年齢・性別・購買履歴・閲覧履歴・興味関心など多軸のデータをもとに配信対象を精密に絞り込み、顧客ごとに最適なメッセージを配信します。
顧客の「購入回数」「購入商品」「属性」に応じて、最適なリッチメニューを表示することも可能。一人ひとりに合った導線を提示することで、連携後の体験価値を向上します。
レコメンドや再入荷・値下げ自動通知

お気に入り登録商品の価格変動・再入荷・在庫僅少を自動検知し、商品画像・価格情報を差し込んだLINEメッセージを自動配信します。カゴ落ち・閲覧落ちフォローにレコメンド商品を添えた配信も自動化でき、カゴ落ちメールにレコメンドを加えることでサイトへの誘導を促します。
特別オファー・シークレットセール

特定の会員だけに向けたクローズドなクーポンや割引情報も自動で抽出・配信できます。全体セールと比べて利益率を確保しながら在庫を消化でき、会員の「自分だけの特別感」を刺激することで購買意欲とエンゲージメントの向上を同時に実現します。
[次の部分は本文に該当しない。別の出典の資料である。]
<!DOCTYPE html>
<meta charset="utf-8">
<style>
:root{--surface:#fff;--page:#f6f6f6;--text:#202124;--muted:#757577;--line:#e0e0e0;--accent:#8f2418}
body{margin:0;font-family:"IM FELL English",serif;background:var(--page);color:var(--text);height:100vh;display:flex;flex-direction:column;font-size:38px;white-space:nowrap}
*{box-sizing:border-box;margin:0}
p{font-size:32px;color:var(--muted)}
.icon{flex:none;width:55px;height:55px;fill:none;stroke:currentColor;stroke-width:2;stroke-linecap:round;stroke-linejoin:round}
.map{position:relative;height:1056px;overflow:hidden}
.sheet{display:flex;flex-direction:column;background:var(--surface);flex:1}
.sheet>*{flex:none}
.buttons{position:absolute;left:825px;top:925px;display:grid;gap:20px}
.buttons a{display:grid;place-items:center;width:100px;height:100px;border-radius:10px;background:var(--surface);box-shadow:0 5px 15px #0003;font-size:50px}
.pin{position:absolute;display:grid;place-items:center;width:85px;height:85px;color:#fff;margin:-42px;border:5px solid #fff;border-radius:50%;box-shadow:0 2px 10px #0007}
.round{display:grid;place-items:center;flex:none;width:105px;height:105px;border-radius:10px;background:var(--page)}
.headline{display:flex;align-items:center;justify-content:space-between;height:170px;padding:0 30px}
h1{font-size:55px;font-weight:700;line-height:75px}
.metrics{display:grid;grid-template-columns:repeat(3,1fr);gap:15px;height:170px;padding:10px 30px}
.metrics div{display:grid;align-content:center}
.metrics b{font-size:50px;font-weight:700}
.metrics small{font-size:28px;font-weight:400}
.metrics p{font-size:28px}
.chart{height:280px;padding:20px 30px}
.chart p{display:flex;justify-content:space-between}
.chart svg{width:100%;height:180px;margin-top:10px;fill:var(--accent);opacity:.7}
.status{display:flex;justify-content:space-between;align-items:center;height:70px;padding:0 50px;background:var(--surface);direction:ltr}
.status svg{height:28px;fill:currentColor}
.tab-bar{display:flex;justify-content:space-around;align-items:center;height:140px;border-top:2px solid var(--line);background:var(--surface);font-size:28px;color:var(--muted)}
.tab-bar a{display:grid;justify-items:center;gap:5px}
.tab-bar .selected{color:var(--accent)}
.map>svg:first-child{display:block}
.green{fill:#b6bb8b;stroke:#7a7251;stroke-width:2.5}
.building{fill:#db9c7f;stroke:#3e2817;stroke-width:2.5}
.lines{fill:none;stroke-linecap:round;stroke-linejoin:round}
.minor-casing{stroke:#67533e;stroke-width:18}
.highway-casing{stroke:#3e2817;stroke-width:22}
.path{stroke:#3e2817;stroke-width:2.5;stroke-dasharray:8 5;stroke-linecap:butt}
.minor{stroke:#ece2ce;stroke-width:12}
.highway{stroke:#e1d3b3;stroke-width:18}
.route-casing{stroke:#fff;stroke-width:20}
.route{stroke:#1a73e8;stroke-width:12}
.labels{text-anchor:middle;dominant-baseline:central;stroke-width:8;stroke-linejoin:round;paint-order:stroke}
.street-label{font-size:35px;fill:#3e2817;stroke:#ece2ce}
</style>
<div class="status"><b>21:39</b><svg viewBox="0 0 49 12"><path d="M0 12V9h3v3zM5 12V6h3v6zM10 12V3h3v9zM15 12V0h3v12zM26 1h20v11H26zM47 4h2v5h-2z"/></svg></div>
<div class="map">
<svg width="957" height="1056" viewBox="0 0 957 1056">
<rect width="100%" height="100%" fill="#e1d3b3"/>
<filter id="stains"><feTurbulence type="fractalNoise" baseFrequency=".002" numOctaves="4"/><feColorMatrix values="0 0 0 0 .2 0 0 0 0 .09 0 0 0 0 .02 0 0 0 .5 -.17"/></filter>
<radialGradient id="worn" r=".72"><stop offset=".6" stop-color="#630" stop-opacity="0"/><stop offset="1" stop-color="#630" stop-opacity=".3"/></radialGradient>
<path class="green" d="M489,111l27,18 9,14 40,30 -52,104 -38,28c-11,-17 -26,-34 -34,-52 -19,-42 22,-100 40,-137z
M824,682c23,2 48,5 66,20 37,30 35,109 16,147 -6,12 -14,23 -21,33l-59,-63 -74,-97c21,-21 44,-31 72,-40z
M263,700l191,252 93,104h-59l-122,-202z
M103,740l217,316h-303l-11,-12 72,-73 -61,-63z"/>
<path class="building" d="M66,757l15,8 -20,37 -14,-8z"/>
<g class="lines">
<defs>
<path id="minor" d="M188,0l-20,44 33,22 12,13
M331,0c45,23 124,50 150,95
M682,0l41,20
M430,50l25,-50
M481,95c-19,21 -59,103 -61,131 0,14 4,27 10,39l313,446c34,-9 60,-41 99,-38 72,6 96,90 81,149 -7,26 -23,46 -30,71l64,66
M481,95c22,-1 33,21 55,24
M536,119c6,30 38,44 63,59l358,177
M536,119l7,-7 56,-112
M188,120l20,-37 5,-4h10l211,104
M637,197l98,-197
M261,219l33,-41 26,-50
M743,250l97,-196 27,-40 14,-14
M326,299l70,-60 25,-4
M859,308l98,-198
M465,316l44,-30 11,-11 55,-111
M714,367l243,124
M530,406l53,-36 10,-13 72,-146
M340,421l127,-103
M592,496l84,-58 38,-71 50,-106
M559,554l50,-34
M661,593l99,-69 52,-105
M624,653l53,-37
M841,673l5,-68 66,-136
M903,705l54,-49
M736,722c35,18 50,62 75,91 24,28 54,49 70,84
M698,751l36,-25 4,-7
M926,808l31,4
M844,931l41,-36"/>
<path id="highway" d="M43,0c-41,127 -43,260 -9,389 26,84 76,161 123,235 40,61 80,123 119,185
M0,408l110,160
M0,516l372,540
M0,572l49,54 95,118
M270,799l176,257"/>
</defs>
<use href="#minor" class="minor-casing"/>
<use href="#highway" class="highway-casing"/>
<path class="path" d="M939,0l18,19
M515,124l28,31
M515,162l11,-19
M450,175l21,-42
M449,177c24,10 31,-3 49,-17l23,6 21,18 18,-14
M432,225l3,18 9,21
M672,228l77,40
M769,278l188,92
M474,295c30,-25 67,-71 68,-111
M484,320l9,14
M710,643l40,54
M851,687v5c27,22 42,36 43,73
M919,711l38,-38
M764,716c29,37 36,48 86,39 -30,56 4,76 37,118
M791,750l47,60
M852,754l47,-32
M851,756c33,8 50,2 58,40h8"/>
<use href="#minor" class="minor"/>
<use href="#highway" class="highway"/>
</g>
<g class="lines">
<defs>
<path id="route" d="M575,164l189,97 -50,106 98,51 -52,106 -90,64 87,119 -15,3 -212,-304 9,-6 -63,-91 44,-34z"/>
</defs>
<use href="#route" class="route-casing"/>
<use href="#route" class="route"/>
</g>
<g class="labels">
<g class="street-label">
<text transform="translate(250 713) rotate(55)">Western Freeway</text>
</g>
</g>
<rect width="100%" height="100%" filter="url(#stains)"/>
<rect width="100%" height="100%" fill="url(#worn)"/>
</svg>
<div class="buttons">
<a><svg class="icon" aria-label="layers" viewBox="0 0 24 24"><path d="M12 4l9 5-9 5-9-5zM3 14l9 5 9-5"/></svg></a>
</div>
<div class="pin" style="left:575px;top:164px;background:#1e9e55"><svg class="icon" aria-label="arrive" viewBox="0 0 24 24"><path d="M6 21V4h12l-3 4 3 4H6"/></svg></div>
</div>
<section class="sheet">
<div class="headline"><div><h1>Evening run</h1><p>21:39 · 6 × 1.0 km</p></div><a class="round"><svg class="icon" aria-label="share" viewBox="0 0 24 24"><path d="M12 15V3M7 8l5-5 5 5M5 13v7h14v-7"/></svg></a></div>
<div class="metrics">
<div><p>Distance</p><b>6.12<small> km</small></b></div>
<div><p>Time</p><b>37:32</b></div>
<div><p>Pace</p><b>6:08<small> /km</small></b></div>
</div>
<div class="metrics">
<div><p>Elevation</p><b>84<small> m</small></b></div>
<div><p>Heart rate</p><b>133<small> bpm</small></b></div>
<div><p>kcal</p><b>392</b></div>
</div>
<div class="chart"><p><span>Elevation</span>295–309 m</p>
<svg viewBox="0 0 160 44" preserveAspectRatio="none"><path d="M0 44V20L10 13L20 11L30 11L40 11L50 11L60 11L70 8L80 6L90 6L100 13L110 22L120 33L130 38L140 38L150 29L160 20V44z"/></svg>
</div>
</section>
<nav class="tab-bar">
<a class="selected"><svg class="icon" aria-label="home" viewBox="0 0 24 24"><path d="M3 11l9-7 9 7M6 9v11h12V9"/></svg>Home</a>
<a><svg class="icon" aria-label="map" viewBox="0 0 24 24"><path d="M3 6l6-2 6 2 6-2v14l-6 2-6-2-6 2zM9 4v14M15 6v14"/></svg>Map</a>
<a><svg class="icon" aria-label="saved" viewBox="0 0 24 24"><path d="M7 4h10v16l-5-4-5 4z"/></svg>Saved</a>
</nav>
その他、天気情報を利用して顧客の生活シーンに寄り添うメッセージを送ることも可能です。
よくある質問(FAQ)
Q1.LINE公式アカウントだけでもCRMはできますか?
A.一部は可能ですが、本格的なCRM施策には限界があります。
LINE公式アカウント単体では購買データを保持できないため、顧客の購入履歴や行動データに基づいたパーソナライズ配信・シナリオの自動化は実現できません。より精度の高いセグメント配信や自動化を行うには、購買データと連携したMAツールの活用が必要です。
Q2.メールとLINEはどちらを優先すべきですか?
A.どちらか一方ではなく、両方を使い分けることが理想です。
メールは情報量が多い詳細な案内に、LINEはタイムリーな通知や短いメッセージに向いています。さらに「メール未開封の顧客にのみLINEを送る」というチャネル横断シナリオを組むことで、両方の強みを最大化しながら過剰接触を防げます。
Q3.LINE配信はブロックされませんか?
A.一斉配信を続けると、関係のない情報を受け取り続けた顧客にブロックされるリスクがあります。顧客の興味・購買履歴に基づいたセグメント配信を行い「欲しい情報だけが届く」体験を提供することで、ブロック率を抑えながらエンゲージメントを高められます。
Q.LINE配信のコストはどのくらいですか?
A.LINEはメールより配信単価が高く、1通あたり 2〜3円程度が目安です。だからこそ、全員への一斉配信ではなく、購買意欲の高い顧客に絞ったセグメント配信が費用対効果の面で重要になります。
まとめ
ECサイトでLINEを売上に活かすには、「配信ツール」から「CRMチャネル」として設計することが重要です。